╔══

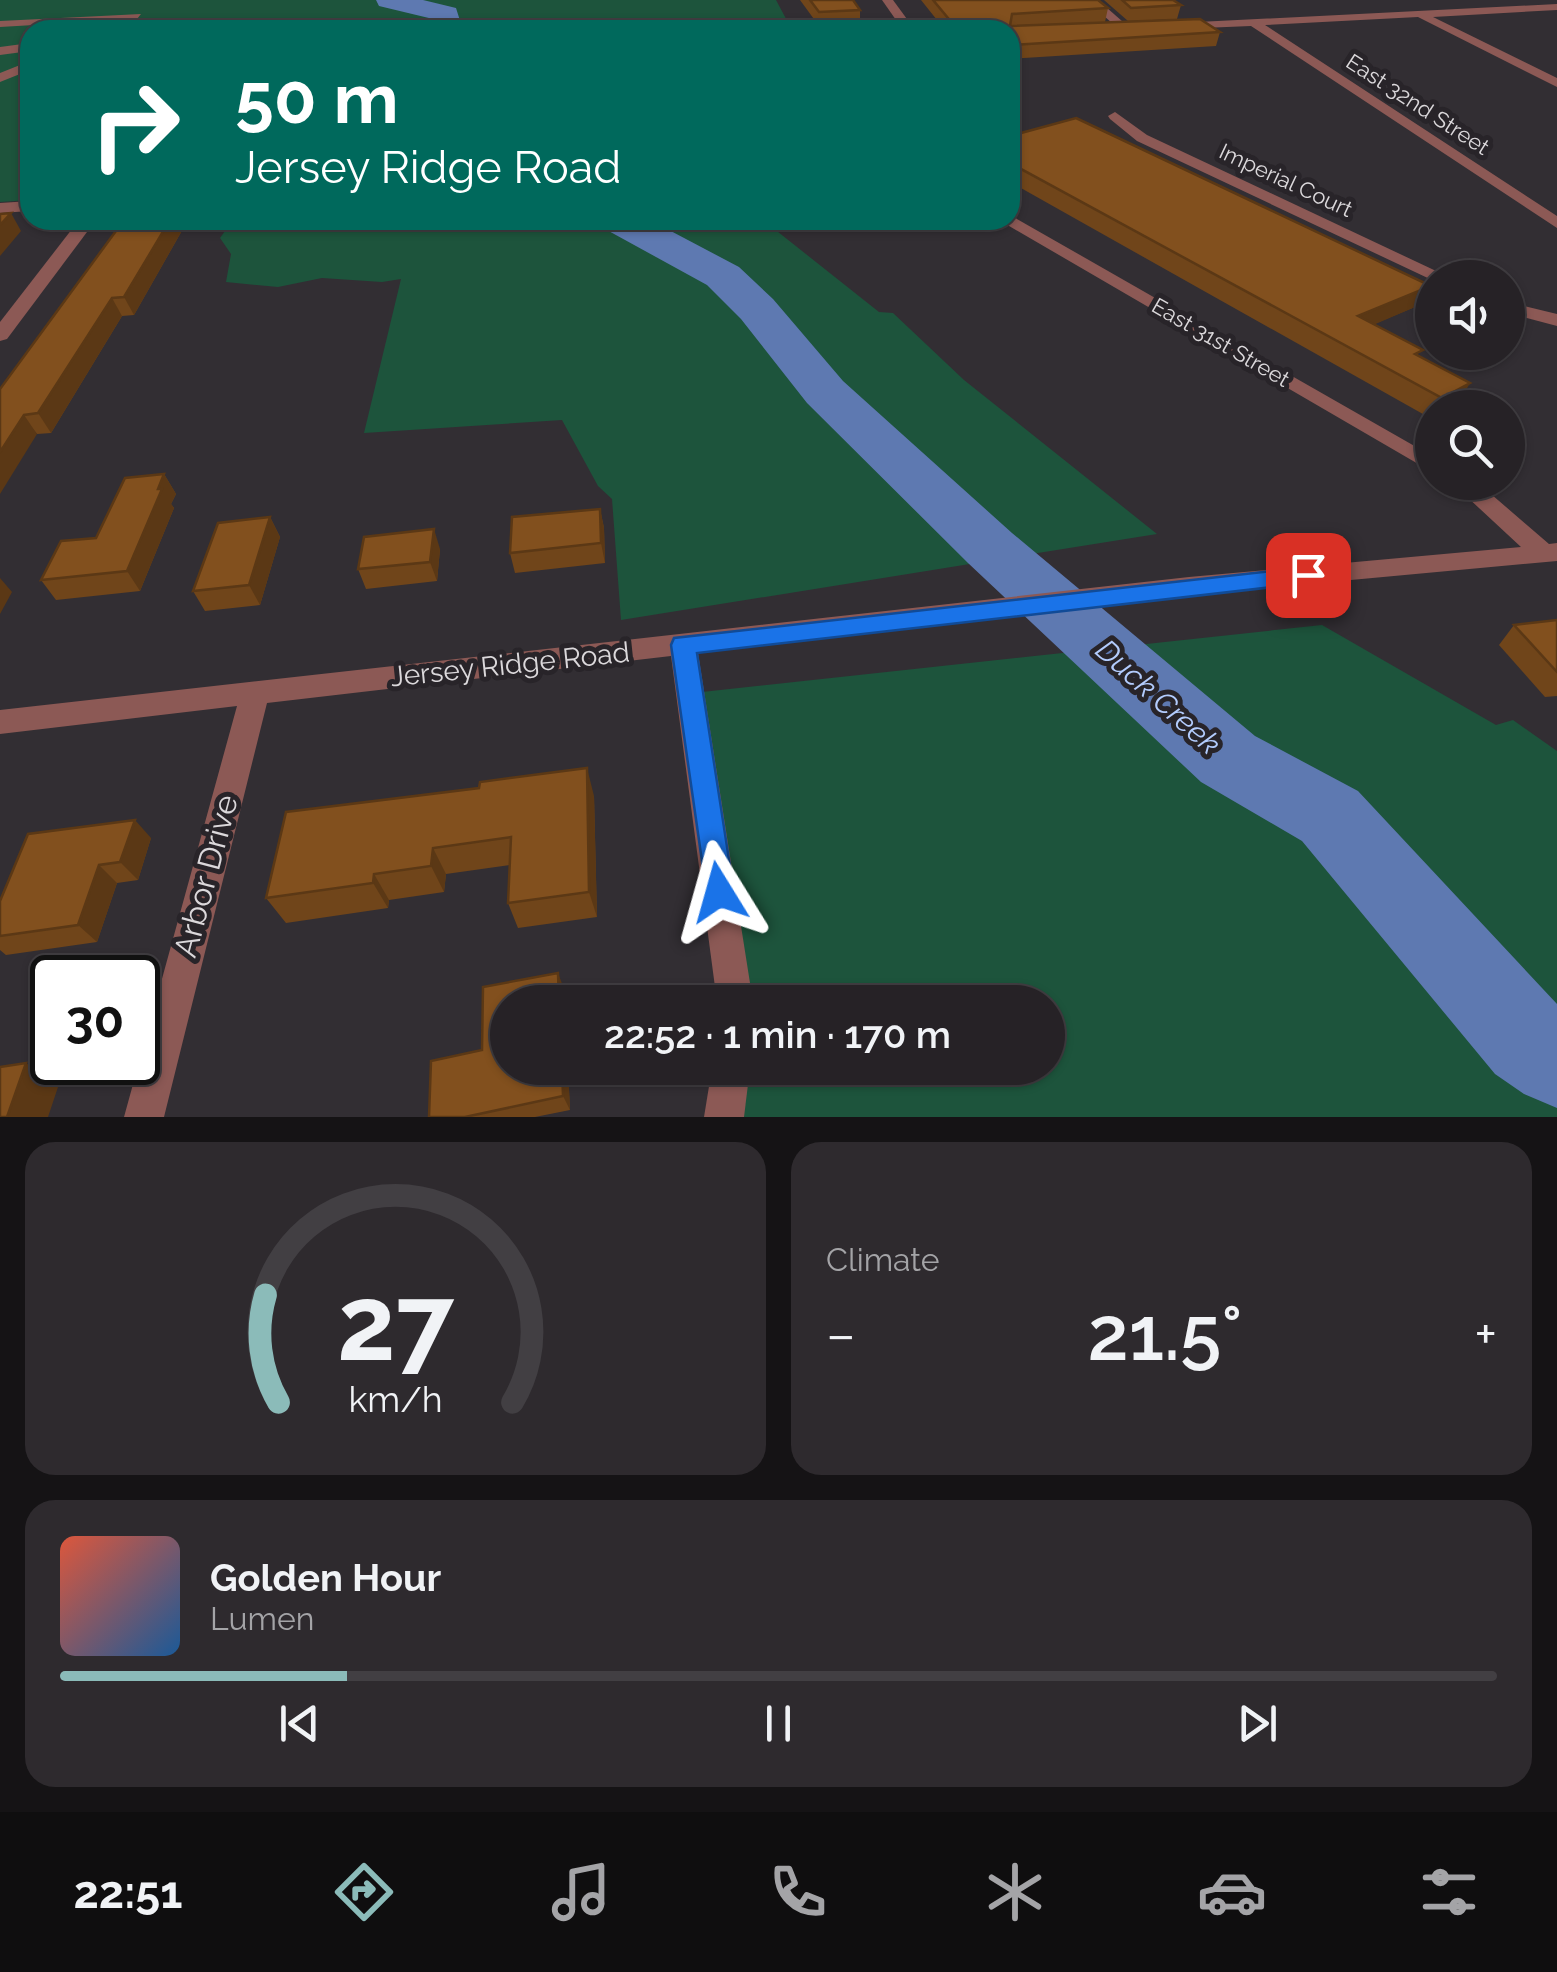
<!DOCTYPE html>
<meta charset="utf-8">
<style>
body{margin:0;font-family:Raleway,sans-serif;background:#2e2a2e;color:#f1f3f6;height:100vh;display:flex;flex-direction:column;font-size:38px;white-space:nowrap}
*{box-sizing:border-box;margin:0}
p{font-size:32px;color:#a4a4a7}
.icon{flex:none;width:55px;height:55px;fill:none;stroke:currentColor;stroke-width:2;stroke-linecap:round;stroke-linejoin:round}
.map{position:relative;height:1117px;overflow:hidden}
.side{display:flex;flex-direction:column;gap:25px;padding:25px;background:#151315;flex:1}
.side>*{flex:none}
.top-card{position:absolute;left:20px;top:20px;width:1000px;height:210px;border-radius:30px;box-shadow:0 2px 8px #0004,0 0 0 2px #423f43;background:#00695c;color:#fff;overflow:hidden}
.tools{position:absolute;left:1415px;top:260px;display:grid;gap:20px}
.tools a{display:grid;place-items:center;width:110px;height:110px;border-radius:50%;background:#262226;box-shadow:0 2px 8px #0004,0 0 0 2px #423f43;font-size:50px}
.speed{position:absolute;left:30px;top:955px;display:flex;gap:20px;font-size:50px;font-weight:700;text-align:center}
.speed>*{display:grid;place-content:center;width:130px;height:130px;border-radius:50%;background:#262226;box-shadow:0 2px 8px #0004,0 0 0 2px #423f43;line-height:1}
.speed .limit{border:5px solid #111;border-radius:15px;background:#fff;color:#111}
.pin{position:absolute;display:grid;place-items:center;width:85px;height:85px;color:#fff;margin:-42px;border-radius:20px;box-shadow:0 5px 15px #0006}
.me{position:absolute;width:110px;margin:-55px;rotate:352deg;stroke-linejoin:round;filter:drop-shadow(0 0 8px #0008)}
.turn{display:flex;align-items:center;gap:35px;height:210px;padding:0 50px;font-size:45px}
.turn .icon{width:130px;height:130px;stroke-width:2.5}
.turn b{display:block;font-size:70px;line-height:85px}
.big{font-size:75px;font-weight:600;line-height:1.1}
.side .card{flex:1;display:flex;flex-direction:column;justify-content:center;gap:15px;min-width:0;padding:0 35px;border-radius:30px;background:#2e2a2e}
.side .dial{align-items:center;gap:0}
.dial svg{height:260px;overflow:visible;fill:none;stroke:#423f43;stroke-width:7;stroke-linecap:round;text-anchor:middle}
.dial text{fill:#f1f3f6;stroke:none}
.song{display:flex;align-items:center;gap:30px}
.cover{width:120px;height:120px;border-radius:15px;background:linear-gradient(135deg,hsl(10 70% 55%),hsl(210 70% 35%))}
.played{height:10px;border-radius:5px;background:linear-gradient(90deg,#8bbbb9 20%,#423f43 20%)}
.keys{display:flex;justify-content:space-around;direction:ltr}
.heat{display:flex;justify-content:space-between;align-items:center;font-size:55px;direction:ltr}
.side .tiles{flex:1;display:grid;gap:25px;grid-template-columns:1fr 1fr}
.card:last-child{grid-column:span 2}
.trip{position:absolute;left:490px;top:985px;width:575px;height:100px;border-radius:50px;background:#262226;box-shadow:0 2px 8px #0004,0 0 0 2px #423f43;font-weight:600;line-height:100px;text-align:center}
.menu{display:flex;height:160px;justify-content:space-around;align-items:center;background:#0f0e0f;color:#a4a4a7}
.menu .icon{width:70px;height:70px}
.menu .selected{color:#8bbbb9}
.menu b{font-size:45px;color:#f1f3f6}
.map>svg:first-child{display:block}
.green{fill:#1d543c}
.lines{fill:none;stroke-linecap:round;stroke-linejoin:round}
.river{fill:#5e79b1;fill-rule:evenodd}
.minor{fill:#8c5955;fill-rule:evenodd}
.wall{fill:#70451a}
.shaded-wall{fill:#5b3815}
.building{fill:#82501e;stroke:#5b3815;stroke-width:2.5}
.route{fill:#1a73e8;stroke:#114b97;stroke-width:2.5}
.labels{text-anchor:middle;stroke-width:10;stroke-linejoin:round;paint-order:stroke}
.far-street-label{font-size:22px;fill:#dbd8db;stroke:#282429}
.street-label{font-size:28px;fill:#dbd8db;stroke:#282429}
.water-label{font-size:30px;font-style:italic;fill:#b3ccfd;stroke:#282429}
.near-street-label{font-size:32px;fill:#dbd8db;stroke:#282429}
</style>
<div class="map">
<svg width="1557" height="1117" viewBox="0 0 1557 1117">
<rect width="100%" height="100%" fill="#322e33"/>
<g class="green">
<path d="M 0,0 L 776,0 L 792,30 L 30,30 L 30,200 L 0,202 Z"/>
<path d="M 233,220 L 763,220 L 879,312 L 893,313 L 964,380 L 1157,534 L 621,620 L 612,499 L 598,486 L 562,420 L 364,433 L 401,279 L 382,282 L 322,278 L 278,287 L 226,282 L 231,254 L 220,238 Z"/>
<path d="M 1322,625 L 1496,725 L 1513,720 L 1557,751 L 1557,1117 L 725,1117 L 723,1068 L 1048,1068 L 1048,1002 L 719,1002 L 702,692 Z"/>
</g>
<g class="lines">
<g class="river">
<path d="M 376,0 L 423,0 L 456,8 L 463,30 L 435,30 L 433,19 L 379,6 Z"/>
<path d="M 599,220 L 650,220 L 739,267 L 773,299 L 843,381 L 1012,533 L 1255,736 L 1358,791 L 1557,1004 L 1557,1108 L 1524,1094 L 1495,1074 L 1302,841 L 1201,782 L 968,563 L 807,403 L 741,319 L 707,285 L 605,229 Z"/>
</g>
<g class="minor">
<path d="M 882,0 L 893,0 L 915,30 L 903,30 Z"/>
<path d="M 1086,0 L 1098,0 L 1131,29 L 1121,31 Z"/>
<path d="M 1557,4 L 1557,10 L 1433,17 L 1557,78 L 1557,87 L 1418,17 L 1265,25 L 1557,216 L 1557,228 L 1251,26 L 1178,29 L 1172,26 L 1178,23 Z"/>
<path d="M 141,14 L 137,19 L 0,27 L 0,21 Z"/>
<path d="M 30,43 L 30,51 L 0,55 L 0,47 Z"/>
<path d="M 30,61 L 30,70 L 0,82 L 0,73 Z"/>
<path d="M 1115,112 L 1147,135 L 1451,278 L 1432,280 L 1137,141 L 1110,119 L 1108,116 Z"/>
<path d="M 30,201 L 30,211 L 0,213 L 0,203 Z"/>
<path d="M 1010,215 L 1432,456 L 1432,472 L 1004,223 L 1002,220 L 1010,220 Z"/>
<path d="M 79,220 L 96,220 L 7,339 L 0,341 L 0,322 Z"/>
<path d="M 1508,302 L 1557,314 L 1557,326 L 1508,313 Z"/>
<path d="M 1451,482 L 1477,482 L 1549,544 L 1557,543 L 1557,561 L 1189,595 L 698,653 L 753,1002 L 717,1002 L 671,656 L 267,703 L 164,1117 L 124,1117 L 237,706 L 0,734 L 0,710 L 1189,577 L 1521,547 Z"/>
<path d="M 712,1068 L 750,1068 L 744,1117 L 704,1117 Z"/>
</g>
</g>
<g class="wall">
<path d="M 800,0 L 853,0 L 860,10 L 860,24 L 819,26 Z"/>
<path d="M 921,0 L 1098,0 L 1108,8 L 1105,22 L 1220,32 L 1216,46 L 1010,59 L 1010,30 L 945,30 Z"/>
<path d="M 1104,0 L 1175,0 L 1175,2 L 1181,5 L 1177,19 L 1128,21 Z"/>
<path d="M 1010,136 L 1422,304 L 1374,324 L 1420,356 L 1459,402 L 1449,408 L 1432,408 L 1432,417 L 1430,418 L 1010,182 Z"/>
<path d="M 124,220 L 188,220 L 134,315 L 122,316 L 51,433 L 37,434 L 0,389 Z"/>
<path d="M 164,474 L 176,494 L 171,504 L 174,508 L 140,591 L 56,600 L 41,580 L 96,538 Z"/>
<path d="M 600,509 L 604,528 L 605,563 L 515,573 L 510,553 Z"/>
<path d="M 270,517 L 280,537 L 260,605 L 205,611 L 193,591 Z"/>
<path d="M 440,549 L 437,581 L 366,589 L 358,569 Z"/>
<path d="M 1557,620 L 1557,696 L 1545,697 L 1499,645 L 1514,625 Z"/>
<path d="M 594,796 L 597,917 L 518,928 L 508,903 L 510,865 L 446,874 L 444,892 L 389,900 L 388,908 L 286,923 L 266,898 Z"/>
<path d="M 151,838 L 138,880 L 117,883 L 97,942 L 6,955 L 0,950 L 0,901 Z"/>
<path d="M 564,989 L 570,1110 L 535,1117 L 429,1117 L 482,1050 Z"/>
</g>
<g class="shaded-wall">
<path d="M 11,213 L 21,231 L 0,256 L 0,225 Z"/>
<path d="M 170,220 L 188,220 L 134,315 L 124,297 Z"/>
<path d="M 1431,286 L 1422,304 L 1350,335 L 1358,316 Z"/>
<path d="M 112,298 L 122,316 L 51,433 L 38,413 Z"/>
<path d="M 1470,383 L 1459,402 L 1449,408 L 1436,408 L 1442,398 Z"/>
<path d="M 24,415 L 37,434 L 0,494 L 0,452 Z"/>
<path d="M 164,474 L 176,494 L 171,504 L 174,508 L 140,591 L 127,571 Z"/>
<path d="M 600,509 L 604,528 L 605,563 L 601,543 Z"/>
<path d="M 270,517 L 280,537 L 260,605 L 249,585 Z"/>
<path d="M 434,529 L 440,549 L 437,581 L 430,562 Z"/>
<path d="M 0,578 L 12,592 L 0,614 Z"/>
<path d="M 587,768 L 594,796 L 597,917 L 589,892 Z"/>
<path d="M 135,820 L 151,838 L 138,880 L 120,862 Z"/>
<path d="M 433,848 L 446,874 L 444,892 L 431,866 Z"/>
<path d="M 99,865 L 117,883 L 97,942 L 78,925 Z"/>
<path d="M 374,874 L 389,900 L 388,908 L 373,883 Z"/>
<path d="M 558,973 L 564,989 L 565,1002 L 559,1002 Z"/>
<path d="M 26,1063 L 59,1084 L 48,1117 L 7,1117 Z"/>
<path d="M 562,1068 L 568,1068 L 570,1110 L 563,1096 Z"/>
</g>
<g class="building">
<path d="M 810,0 L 853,0 L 860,10 L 819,12 Z"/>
<path d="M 933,0 L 1098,0 L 1108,8 L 1012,14 L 1010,26 L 1200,19 L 1220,32 L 1010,45 L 1010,30 L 958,30 Z"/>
<path d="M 1122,0 L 1173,0 L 1181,5 L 1131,8 Z"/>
<path d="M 1076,118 L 1431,286 L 1358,316 L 1423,350 L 1415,354 L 1470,383 L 1442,398 L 1010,163 L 1010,136 Z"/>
<path d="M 11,213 L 0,225 L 0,214 Z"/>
<path d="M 124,220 L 170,220 L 124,297 L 112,298 L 38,413 L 24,415 L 0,452 L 0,389 Z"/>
<path d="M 164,474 L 158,489 L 162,489 L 127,571 L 41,580 L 61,541 L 96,538 L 125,478 Z"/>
<path d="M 600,509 L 601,543 L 510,553 L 512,517 Z"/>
<path d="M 270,517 L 249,585 L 193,591 L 218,523 Z"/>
<path d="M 434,529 L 430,562 L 358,569 L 364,537 Z"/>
<path d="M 1557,620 L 1557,672 L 1514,625 Z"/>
<path d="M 587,768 L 589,892 L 508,903 L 511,837 L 433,848 L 431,866 L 374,874 L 373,883 L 266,898 L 286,812 L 479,788 L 480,782 Z"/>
<path d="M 135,820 L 120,862 L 99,865 L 78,925 L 0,936 L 0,901 L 28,834 Z"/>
<path d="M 558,973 L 559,1002 L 508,1002 L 508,1068 L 562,1068 L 563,1096 L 465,1117 L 429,1117 L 431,1061 L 482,1050 L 483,987 Z"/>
<path d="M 26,1063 L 7,1117 L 0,1117 L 0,1067 Z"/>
</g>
<path class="route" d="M 1308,567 L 1319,575 L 1308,583 L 697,653 L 734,892 L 730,903 L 719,907 L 708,903 L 671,645 L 674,638 Z"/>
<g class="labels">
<g class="far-street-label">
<text transform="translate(1418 104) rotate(33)" y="8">East 32nd Street</text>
<text transform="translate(1286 180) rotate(25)" y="8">Imperial Court</text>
<text transform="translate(1221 342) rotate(30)" y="8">East 31st Street</text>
</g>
<g class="street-label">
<text transform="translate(510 664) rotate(-6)" y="10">Jersey Ridge Road</text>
</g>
<g class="water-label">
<text transform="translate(1158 697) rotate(42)" y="10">Duck Creek</text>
</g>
<g class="near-street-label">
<text transform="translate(206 876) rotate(-75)" y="11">Arbor Drive</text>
</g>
</g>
</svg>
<div class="tools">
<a><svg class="icon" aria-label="sound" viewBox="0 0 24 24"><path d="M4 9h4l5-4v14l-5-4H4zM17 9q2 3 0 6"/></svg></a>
<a><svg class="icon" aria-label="search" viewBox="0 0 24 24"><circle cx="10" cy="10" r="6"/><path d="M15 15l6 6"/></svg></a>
</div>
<div class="speed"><div class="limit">30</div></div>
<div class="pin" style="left:1308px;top:575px;background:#d93025"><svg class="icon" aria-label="arrive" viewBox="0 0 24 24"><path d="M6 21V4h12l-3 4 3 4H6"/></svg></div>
<svg class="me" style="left:719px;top:892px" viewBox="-20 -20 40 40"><path d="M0-17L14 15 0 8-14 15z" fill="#1a73e8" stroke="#fff" stroke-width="4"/></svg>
<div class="trip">22:52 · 1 min · 170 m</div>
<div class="top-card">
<div class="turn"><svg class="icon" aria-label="right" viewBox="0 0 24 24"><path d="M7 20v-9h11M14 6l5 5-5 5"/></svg><div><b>50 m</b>Jersey Ridge Road</div></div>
</div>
</div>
<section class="side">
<div class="tiles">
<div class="card dial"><svg viewBox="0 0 100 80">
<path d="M14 69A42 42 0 1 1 86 69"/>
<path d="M14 69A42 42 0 0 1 10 36" stroke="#8bbbb9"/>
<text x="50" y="56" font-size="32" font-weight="700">27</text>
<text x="50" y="72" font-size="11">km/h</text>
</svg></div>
<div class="card"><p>Climate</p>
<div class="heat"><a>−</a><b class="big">21.5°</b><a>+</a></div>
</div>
<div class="card">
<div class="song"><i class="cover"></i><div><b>Golden Hour</b><p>Lumen</p></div></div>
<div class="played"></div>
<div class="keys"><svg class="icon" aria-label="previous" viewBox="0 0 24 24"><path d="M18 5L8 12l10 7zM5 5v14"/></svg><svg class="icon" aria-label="pause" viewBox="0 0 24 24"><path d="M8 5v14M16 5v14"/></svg><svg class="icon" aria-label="next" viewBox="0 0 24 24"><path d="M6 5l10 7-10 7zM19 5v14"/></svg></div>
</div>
</div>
</section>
<nav class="menu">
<b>22:51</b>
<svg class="icon selected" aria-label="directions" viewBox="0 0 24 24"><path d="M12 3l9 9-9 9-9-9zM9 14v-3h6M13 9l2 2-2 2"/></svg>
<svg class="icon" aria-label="music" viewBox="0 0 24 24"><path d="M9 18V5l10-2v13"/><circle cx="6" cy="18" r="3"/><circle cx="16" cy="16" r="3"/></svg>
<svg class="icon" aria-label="phone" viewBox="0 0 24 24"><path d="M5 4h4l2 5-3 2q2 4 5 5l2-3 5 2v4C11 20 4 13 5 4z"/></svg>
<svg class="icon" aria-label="climate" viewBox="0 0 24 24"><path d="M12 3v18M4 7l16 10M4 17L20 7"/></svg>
<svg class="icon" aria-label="car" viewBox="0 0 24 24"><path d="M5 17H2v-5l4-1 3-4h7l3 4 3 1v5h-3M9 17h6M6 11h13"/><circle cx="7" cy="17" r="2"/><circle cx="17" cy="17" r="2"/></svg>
<svg class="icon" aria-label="filters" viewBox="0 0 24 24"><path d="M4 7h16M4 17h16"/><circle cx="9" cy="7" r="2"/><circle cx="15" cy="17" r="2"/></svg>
</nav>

╚══

**What you are asked to do**
Determine how many lines of the entries above carry the string "tiles", and give that number alone.

**Reply to the exercise**
2